» **What the exercise asks**
The answer must consist of every line below that holds the word "interface".

---

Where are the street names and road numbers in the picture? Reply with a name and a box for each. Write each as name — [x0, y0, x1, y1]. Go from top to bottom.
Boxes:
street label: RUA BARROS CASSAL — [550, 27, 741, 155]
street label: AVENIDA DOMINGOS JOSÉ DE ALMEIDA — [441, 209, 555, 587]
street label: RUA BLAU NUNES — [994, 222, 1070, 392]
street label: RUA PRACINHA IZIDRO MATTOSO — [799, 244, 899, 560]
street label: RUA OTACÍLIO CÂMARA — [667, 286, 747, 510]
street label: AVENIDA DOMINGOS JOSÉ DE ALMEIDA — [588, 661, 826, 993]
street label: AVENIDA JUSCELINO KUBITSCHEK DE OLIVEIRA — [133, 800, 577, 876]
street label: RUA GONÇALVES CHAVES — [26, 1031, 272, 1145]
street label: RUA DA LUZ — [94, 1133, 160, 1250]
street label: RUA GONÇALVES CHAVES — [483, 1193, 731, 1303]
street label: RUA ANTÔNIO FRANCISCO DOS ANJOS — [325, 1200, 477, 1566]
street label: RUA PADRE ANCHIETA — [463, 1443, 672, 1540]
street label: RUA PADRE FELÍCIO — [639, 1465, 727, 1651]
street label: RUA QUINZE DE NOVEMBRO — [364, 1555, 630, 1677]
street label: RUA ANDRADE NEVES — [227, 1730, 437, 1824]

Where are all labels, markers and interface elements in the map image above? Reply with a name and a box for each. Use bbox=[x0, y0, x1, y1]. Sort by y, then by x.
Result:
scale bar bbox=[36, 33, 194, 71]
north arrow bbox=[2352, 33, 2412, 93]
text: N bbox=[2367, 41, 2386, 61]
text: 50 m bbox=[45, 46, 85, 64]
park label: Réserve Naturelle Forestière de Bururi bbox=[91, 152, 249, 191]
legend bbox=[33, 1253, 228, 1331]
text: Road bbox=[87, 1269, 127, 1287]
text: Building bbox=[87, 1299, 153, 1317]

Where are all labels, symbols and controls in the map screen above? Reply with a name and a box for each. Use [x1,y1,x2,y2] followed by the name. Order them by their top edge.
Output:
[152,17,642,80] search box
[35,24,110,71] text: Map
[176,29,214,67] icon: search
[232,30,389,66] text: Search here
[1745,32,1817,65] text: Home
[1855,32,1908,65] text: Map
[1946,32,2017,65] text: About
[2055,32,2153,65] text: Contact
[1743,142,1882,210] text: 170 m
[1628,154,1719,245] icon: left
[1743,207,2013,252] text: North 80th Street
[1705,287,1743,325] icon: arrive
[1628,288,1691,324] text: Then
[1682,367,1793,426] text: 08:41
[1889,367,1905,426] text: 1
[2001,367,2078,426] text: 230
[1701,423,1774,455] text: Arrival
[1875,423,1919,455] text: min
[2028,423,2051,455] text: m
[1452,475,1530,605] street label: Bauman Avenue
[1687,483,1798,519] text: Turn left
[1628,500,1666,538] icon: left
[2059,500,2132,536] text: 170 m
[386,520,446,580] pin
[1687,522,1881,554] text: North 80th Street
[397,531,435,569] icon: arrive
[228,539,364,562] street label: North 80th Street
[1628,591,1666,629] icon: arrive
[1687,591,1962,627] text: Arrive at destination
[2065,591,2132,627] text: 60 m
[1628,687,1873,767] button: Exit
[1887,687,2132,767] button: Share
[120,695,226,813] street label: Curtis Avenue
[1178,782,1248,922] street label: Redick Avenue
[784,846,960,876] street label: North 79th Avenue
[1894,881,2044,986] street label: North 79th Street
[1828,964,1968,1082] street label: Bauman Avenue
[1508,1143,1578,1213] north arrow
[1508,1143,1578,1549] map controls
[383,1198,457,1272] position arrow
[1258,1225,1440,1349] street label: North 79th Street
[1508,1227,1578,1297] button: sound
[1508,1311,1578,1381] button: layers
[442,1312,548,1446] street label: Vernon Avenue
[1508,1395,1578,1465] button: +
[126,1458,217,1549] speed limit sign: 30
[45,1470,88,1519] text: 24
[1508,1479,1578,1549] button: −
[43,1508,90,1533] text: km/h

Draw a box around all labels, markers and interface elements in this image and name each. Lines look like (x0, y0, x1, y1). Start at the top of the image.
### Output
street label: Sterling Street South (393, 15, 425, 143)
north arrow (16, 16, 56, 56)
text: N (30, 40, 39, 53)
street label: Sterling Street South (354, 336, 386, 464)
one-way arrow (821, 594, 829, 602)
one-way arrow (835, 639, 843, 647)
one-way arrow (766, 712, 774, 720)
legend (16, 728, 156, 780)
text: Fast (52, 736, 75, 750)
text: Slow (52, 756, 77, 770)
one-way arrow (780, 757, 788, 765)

---

» **Your response**
Where are all labels, markers and interface elements in the map image above? Reply with a name and a box for each. Use bbox=[x0, y0, x1, y1]. Sort by y, then by x.
Draw a box around all labels, markers and interface elements in this image and name each. Lines look like (x0, y0, x1, y1). Start at the top of the image.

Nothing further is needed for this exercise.